Brief:
Report only the number of lines in the following entries where the word "park" occurs.

Data listing:

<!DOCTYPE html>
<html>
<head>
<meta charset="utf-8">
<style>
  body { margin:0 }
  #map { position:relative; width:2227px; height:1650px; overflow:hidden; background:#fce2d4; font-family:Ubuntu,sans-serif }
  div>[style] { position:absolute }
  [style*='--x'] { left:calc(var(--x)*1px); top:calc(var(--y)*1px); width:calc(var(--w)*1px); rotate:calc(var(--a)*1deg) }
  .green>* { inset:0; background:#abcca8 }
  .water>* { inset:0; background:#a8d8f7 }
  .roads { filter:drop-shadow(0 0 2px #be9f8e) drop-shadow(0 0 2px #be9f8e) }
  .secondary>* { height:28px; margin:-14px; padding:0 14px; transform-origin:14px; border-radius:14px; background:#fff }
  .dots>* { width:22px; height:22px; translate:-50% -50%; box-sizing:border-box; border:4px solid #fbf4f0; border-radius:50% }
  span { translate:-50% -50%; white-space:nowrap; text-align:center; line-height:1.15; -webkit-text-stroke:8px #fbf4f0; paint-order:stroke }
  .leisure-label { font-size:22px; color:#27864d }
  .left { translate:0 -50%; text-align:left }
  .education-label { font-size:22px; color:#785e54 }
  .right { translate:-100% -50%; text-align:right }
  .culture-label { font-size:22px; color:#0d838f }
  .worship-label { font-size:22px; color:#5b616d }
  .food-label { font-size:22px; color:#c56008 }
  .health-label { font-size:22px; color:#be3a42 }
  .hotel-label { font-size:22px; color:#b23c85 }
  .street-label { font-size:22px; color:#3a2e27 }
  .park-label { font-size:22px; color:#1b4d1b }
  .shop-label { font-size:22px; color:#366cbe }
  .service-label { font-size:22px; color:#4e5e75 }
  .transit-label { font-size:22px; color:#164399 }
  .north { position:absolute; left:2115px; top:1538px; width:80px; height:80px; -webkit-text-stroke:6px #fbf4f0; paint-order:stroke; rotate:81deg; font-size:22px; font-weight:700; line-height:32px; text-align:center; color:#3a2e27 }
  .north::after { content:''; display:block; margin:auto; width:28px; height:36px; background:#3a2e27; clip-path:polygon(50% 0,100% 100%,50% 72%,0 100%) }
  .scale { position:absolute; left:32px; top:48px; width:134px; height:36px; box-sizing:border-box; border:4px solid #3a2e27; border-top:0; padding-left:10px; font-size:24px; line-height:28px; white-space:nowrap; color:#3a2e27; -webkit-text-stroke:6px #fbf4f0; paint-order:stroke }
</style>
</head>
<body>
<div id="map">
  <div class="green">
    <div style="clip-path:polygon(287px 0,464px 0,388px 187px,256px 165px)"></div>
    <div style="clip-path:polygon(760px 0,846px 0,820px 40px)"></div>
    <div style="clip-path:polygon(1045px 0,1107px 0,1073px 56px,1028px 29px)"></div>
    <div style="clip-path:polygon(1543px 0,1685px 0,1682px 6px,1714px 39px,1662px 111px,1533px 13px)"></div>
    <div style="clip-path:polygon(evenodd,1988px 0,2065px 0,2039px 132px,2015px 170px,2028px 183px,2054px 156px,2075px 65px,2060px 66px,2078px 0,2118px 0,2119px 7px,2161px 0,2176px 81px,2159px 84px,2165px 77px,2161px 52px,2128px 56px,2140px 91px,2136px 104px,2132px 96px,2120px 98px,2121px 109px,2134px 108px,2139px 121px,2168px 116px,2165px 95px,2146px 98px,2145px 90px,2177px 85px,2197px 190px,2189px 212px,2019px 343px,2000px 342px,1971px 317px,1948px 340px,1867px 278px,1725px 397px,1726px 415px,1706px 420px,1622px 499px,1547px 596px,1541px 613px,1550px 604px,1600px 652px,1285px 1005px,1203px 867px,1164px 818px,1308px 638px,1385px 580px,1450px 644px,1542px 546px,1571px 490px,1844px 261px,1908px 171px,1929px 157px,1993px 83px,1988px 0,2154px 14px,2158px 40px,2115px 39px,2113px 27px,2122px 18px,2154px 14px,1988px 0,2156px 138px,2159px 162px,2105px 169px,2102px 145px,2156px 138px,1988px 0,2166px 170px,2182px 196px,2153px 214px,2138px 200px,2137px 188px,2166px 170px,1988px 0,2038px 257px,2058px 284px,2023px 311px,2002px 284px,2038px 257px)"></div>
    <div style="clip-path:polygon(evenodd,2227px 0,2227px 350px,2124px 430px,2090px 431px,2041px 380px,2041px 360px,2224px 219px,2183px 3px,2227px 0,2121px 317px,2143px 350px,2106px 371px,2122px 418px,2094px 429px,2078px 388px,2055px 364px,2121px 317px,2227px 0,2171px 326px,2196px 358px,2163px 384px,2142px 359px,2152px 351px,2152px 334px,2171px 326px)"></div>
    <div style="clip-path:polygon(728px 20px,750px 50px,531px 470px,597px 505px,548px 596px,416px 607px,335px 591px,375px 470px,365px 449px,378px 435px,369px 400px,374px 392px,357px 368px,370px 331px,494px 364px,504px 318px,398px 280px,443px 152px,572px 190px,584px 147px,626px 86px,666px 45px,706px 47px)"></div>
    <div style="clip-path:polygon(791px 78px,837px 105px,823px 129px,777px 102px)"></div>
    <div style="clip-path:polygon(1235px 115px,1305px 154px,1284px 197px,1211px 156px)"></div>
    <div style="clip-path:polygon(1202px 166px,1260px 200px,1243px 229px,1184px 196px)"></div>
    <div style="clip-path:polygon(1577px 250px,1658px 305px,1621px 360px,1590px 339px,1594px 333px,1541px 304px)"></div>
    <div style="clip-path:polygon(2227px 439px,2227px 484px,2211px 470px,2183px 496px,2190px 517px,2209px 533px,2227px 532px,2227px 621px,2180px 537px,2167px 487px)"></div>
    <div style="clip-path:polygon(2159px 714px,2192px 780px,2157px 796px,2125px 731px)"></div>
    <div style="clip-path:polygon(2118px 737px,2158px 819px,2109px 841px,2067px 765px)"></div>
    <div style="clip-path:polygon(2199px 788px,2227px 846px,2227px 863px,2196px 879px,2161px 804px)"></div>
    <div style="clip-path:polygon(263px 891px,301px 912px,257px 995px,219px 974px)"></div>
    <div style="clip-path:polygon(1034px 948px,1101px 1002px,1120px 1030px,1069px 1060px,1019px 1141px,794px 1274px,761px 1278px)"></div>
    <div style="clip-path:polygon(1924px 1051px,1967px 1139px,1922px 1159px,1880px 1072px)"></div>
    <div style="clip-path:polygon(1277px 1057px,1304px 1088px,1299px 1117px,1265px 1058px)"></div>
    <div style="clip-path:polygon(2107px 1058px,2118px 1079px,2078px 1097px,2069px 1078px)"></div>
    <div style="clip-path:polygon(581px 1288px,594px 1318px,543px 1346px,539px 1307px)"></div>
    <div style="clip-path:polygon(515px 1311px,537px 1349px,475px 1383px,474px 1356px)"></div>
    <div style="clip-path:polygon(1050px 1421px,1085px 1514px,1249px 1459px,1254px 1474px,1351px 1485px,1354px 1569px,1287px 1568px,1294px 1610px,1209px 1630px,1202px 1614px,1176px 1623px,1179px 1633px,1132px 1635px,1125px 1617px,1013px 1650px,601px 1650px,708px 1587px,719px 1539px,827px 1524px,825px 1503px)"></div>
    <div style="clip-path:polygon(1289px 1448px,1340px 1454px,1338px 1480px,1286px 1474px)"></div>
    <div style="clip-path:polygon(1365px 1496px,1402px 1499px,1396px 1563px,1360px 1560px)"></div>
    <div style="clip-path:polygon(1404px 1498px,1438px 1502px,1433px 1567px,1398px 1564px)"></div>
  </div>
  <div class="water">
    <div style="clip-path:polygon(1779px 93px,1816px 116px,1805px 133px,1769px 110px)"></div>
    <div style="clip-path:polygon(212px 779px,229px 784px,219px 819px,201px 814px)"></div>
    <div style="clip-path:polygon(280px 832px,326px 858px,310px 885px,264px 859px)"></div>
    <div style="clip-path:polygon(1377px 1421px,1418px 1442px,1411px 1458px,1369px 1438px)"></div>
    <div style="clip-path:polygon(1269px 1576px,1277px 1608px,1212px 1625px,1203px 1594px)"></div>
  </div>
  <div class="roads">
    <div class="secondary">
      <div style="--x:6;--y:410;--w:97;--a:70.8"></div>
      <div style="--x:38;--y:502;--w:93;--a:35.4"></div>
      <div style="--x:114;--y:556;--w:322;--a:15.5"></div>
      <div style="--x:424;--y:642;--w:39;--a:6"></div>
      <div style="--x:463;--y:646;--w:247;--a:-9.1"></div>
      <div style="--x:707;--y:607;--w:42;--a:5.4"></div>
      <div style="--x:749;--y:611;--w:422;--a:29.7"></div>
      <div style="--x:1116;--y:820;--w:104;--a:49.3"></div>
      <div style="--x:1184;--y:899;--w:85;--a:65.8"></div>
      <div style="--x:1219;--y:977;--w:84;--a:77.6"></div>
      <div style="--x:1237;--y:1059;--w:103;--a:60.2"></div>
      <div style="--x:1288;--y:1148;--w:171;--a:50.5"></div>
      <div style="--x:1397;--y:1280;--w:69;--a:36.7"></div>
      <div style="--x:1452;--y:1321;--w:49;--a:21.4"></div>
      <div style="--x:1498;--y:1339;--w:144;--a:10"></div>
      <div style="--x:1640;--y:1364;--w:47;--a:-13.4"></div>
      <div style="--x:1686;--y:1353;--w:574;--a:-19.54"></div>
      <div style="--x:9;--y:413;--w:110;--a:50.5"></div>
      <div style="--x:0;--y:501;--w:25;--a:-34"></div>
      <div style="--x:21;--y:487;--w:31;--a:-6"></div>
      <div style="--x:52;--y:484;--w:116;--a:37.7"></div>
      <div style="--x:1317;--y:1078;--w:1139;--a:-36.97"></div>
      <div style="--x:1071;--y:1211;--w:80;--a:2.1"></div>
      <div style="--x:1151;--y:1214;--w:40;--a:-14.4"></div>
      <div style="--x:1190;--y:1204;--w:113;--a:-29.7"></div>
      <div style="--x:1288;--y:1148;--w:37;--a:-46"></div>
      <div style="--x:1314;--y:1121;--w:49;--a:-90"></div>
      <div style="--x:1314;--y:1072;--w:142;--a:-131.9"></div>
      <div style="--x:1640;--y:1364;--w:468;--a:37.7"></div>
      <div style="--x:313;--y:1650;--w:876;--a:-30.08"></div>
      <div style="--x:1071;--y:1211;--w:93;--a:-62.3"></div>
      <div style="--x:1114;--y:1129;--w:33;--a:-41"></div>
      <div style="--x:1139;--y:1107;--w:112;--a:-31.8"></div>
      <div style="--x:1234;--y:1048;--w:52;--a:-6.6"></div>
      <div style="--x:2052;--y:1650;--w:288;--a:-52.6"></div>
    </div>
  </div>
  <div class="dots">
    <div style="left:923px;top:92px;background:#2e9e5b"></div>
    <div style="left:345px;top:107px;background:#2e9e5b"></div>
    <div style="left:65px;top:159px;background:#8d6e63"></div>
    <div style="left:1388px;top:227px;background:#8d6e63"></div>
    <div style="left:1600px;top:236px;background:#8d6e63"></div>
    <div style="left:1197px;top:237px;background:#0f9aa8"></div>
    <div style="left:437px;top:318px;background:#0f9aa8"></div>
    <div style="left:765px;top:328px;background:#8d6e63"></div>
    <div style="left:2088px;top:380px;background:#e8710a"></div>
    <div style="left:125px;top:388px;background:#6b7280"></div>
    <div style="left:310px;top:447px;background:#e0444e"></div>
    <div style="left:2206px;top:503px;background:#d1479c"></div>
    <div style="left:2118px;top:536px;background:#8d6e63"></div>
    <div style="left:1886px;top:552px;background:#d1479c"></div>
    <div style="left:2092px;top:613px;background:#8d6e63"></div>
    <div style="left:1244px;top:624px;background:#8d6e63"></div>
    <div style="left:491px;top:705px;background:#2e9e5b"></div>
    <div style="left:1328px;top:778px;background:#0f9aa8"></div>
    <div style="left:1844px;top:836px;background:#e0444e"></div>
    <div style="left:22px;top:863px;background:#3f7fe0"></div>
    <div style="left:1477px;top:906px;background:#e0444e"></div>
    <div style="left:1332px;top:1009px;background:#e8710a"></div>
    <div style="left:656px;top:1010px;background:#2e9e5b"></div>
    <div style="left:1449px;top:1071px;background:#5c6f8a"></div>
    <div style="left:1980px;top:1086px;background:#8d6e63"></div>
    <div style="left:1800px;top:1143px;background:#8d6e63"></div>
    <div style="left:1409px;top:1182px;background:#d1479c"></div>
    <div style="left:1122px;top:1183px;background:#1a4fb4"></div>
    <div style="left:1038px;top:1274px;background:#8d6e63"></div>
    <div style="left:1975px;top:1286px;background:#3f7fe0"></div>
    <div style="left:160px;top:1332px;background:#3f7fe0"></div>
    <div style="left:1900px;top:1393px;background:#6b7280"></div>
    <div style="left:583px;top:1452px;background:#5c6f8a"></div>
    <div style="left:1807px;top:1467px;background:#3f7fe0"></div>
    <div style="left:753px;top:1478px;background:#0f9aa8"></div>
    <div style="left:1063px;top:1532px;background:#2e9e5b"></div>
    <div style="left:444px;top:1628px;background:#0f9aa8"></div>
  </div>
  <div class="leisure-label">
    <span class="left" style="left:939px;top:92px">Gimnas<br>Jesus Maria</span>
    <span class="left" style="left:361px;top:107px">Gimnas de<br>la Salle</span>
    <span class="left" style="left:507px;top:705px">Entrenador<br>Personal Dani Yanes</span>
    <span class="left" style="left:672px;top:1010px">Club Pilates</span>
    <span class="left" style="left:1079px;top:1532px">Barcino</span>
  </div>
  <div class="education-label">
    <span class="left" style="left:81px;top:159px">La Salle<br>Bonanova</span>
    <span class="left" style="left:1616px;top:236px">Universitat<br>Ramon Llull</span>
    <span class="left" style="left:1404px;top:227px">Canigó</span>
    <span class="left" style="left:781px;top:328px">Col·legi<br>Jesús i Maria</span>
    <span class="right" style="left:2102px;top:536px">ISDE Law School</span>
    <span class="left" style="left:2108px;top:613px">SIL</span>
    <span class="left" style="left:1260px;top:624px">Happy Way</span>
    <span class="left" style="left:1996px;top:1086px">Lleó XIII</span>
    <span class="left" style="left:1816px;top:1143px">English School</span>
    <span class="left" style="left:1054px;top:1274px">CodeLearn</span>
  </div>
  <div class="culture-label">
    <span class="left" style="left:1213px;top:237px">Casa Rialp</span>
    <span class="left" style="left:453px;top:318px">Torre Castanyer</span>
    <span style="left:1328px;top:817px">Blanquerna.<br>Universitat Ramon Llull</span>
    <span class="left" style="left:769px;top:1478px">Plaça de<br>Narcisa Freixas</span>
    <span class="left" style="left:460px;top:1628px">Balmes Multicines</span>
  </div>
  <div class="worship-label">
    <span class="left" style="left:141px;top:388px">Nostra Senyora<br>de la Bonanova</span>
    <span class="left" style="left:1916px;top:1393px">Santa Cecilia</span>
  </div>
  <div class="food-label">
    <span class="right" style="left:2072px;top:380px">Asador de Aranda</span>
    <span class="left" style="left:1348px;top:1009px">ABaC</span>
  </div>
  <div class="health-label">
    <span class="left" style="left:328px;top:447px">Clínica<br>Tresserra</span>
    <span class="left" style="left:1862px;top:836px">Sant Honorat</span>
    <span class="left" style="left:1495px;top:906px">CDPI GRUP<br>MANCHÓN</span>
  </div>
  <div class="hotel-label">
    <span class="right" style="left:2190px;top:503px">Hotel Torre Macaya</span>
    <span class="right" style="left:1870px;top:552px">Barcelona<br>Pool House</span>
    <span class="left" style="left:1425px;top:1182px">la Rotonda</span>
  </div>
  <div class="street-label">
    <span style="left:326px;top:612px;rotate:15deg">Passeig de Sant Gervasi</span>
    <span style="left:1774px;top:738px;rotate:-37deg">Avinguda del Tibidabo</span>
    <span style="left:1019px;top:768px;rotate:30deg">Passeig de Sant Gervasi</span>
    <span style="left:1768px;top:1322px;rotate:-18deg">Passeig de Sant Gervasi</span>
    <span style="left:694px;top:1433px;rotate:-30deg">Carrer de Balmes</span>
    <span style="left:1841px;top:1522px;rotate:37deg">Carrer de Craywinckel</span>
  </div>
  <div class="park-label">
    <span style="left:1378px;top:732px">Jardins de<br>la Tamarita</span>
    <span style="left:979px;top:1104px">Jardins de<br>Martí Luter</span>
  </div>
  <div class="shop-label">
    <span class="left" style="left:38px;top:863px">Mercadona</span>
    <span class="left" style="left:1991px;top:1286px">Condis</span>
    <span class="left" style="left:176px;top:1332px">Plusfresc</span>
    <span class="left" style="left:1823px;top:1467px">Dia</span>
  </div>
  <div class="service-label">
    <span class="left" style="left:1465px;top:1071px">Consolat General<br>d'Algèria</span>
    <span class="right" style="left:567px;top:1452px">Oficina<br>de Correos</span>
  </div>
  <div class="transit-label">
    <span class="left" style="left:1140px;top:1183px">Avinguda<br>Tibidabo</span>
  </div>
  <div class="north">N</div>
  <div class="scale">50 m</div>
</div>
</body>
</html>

Task response:
2